In addition, 8 Company provided support to the Defence Intelligence Staff (Far East), which reported to the Joint Intelligence Committee (Far East). Since much of the strategic attention focused on Vietnam, Australian Intelligence Corps provided desk officers. The Australians generally had a good Vietnam war but were often let down by their allies. For example, a NCO working with the 1 Royal Australian Regiment found a large file in a leather satchel that listed the entire Viet Cong order of battle and infrastructure in South Vietnam. However, it went missing after it was sent back to a US HQ, probably intercepted by South Vietnamese officers who were integrated into the US HQ as interpreters and for document translation. Several SNCOs on Y4 Assistant Defence Attaché appointments in British Embassies witnessed the 1968 Tet Offensive and fall of Saigon in 1975 and the clearing of Phnom Penh by the Khmer Rouge.

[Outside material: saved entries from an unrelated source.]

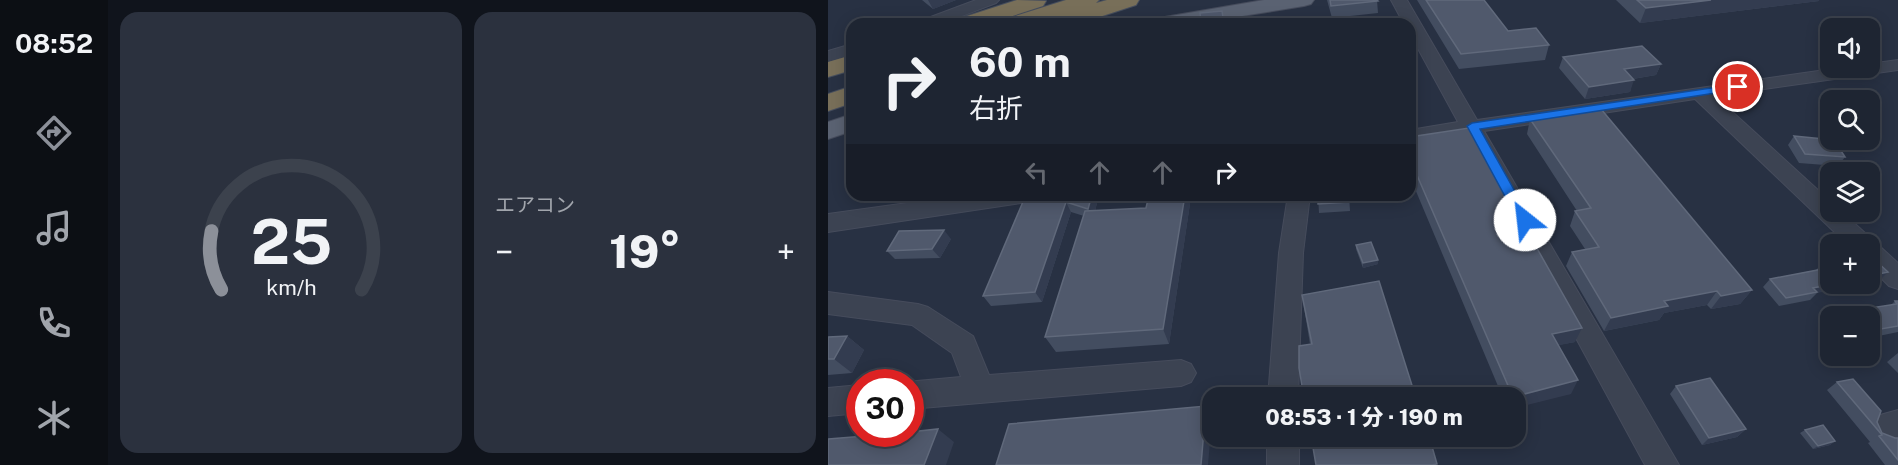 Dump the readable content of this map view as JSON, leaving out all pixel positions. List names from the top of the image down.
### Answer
{
  "page": {
    "tabs": "08:52",
    "tile": "エアコン",
    "map_buttons": ["+", "−"],
    "turn": ["60 m", "右折"],
    "heat": ["−", "19°", "+"],
    "limit": "30",
    "trip": "08:53 · 1 分 · 190 m",
    "gauge": ["25", "km/h"]
  }
} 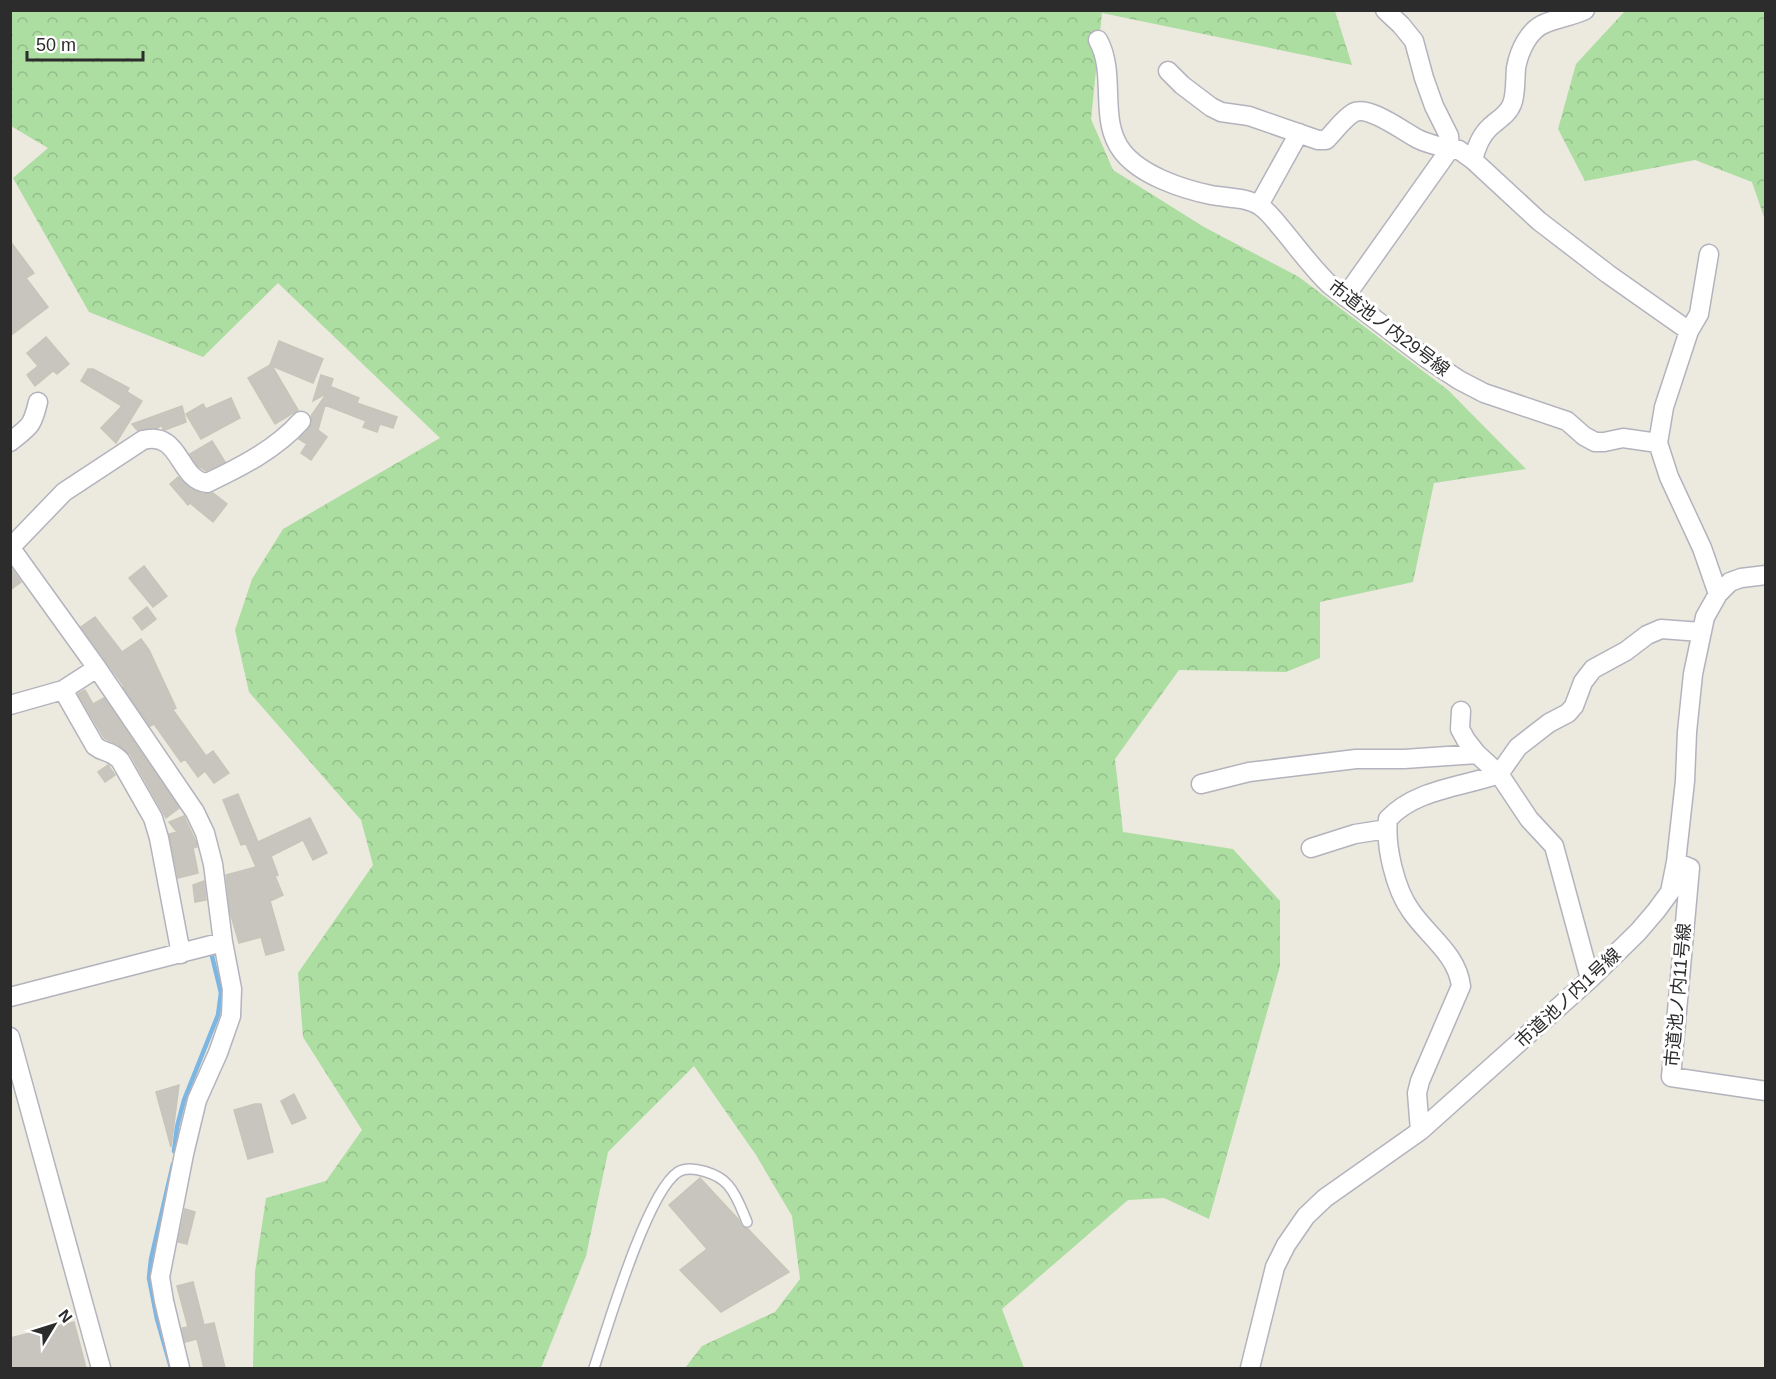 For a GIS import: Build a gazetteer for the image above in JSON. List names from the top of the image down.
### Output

Several Corps who visited US and Commonwealth forces in South Vietnam included Major Anthony Bedford-Russell, an entomologist, then serving as the Assistant Military Attaché in Saigon. An Australian brigadier later commented, ‘A British major was here three weeks ago exhibiting sang froid by going on patrol with a butterfly net’. From 1961 to 1970, the Intelligence Corps provided three-week counter-intelligence and operational intelligence courses for South-East Asian officers, including South Vietnamese, as part of the Foreign Office Services Training Assistance Programme. Some foreign NCO delegates were promoted to ‘Third Lieutenant’ to avoid Mess complications. When the South Vietnamese requested more courses, the length was reduced to two weeks. Each course was assisted by two interpreters. Some Intelligence Corps attended Vietnamese language courses in Australia. The Vietnamese delegates often spent their pay by buying luxury items, to the extent that Major Keith Wilkes, the last Group second in command, gave up restricting them to their authorised 40lb flight allowance. Ten-course Chinese dinners were part of the social programme. After years of negotiation, Lieutenant Colonel Brian Parritt, the last Group Commanding Officer, visited South Vietnam and, while impressed with the quality of US imagery, topographical study and electronic collation, he found interrogation techniques to be ‘robust’. He noted two interesting concepts. Divisional J2 (Intelligence) had authority to deploy a reconnaissance platoon to investigate an intelligence lead and the South Vietnamese ‘Intelligence Corps’ was a combat organization tasked to collect facts. As Far East Land Forces was preparing to leave Singapore and Malaysia in 1970, the South Vietnamese Army J2 Assistant Chief of Staff visited Singapore and took part in a ceremony that ended an interesting episode of Intelligence Corps history. The final link with South Vietnam was the transfer of Corporal Robin ‘Roo’ Rencher, who had fought in the iconic battle of Long Tan with 6 Royal Australian Regiment in 1966 from the Australian Intelligence Corps.

The disbandment of the Intelligence and Security Group (Far East Land Forces) saw several Intelligence Corps posted to the Intelligence and Security Unit, 28 (Australian, New Zealand and UK) Brigade (ANZUK). Among those made redundant was Mr Foo Yit Kim, who had worked with 1 FSS in 1946 and had been employed in the Pass Issue Office from 1953 until 1970.

Hong Kong

Blistered onto the border with China was the Colony of Hong Kong, entrusted to the British in agreement with China after two previous treaties which saw Hong Kong Island and Kowloon ceded in perpetuity and control of the New Territories governed by a 99-year lease, as agreed by 1898 Convention for the Extension of Hong Kong Territory. The nature of the lease did not hinder the development of the Colony as an important commercial and financial centre in the Far East. The People’s Liberation Army lurked across the border and only posed a threat during periods of tension, for instance during the Korean War. China abided by the treaty. Subversion and espionage were the main threats.

In 1966, 10 Intelligence and Security Company, which was based in the former Second World War prison camp in Argyle Camp, was stretched by serious disturbances inspired by the Maoist Red Guard coup in China, to the extent that when the People’s Liberation Army closed up to the border, Corps Day celebrations were abandoned.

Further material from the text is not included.